Bowtie is an ultrafast and memory-efficient aligner for large sets of sequencing reads to a reference genome. Bowtie indexes the genome with a Burrows-Wheeler index to keep its memory footprint small. Bowtie also supports usage of multiple processors to achieve greater alignment speed.
The first and basic step of running Bowtie is to build and format an index from the reference genome. The basic usage of this command, bowtie-build is:
$ bowtie-build input_reference.fasta index_prefix
After the index of the reference genome is generated, the next step is to align the reads. The basic usage of bowtie is:
$ bowtie [-q|-f|-r|-c] index_prefix [-1 input_reads_pair_1.[fasta|fastq] -2 input_reads_pair_2.[fasta|fastq] | input_reads.[fasta|fastq]] [options]
Bowtie supports both single-end (input_reads.[fasta|fastq]
) and paired-end (input_reads_pair_1.[fasta|fastq]
, input_reads_pair_2.[fasta|fastq]
) files in fasta or fastq format. The format of the input files also needs to be specified by using the following flags: -q (fastq files), -f (fasta files), -r (raw one-sequence per line), or -c (sequences given on command line).

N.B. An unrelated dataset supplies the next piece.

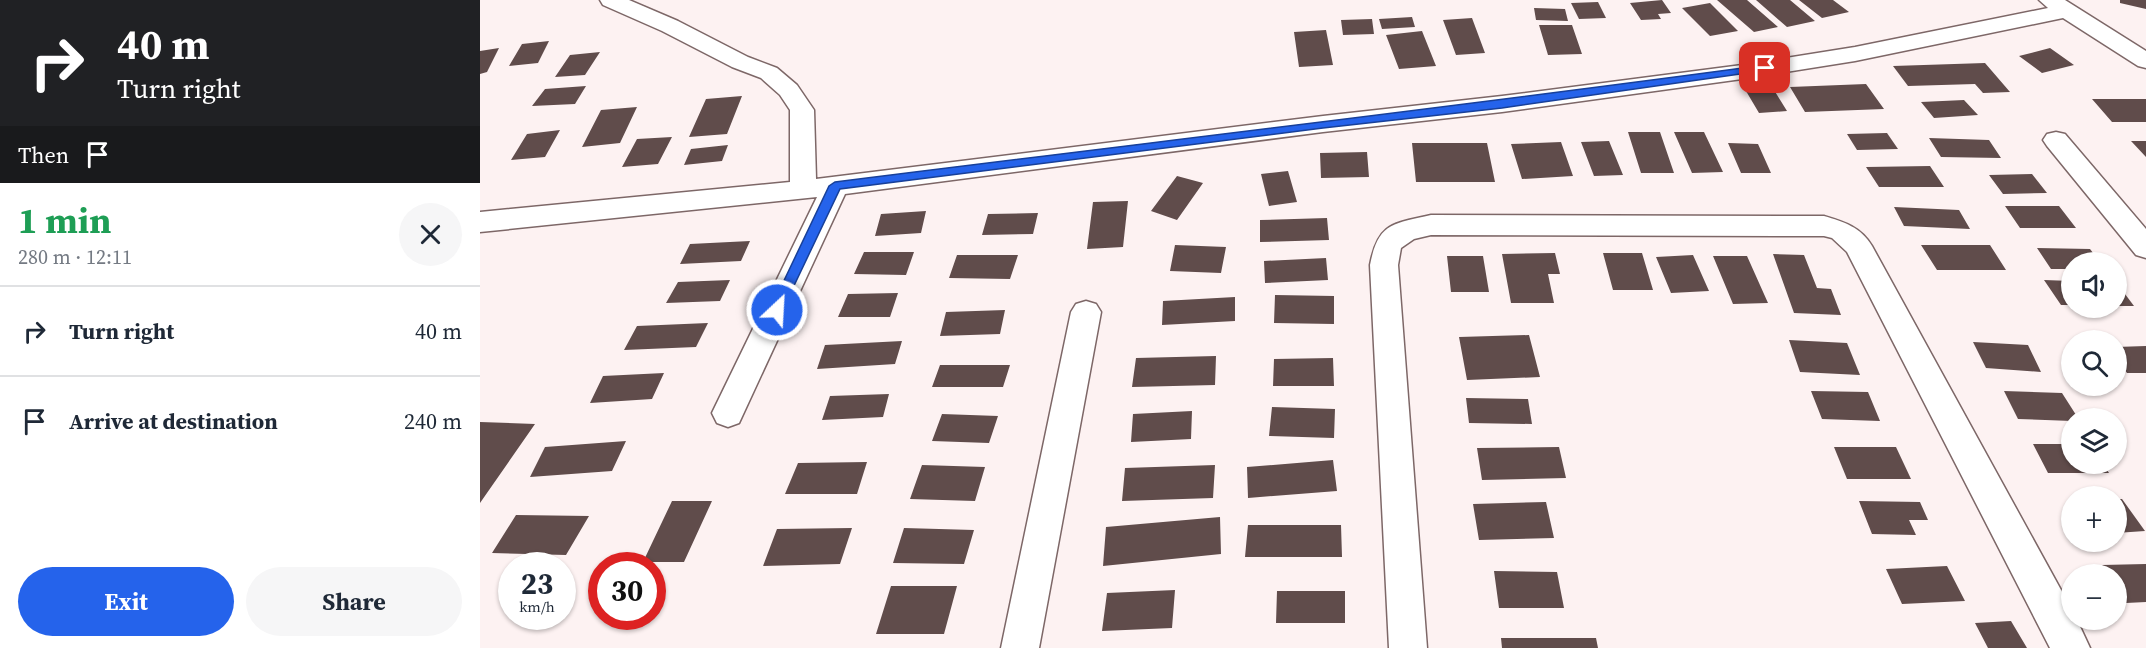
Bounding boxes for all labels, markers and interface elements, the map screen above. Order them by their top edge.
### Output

An example of how to run Bowtie alignment on Swan with single-end fastq file and 8 CPUs
is shown below:
bowtie_alignment.submit
#!/bin/bash
#SBATCH --job-name=Bowtie
#SBATCH --nodes=1
#SBATCH --ntasks-per-node=8
#SBATCH --time=168:00:00
#SBATCH --mem=10gb
#SBATCH --output=Bowtie.%J.out
#SBATCH --error=Bowtie.%J.err
module load bowtie/1.1
bowtie -q index_prefix input_reads.fastq -p $SLURM_NTASKS_PER_NODE > bowtie_alignments.sam
Bowtie output is an alignment file in SAM format, where one line is one alignment. Each line is a collection of 8 fields separated by tabs. The fields are: name of the aligned reads, reference strand aligned to, name of reference sequence where the alignment occurs, 0-based offset into the forward reference strand where leftmost character of the alignment occurs, read sequence, read qualities, the number of other instances where the same sequence is aligned against the same reference characters, and comma-separated list of mismatch descriptors.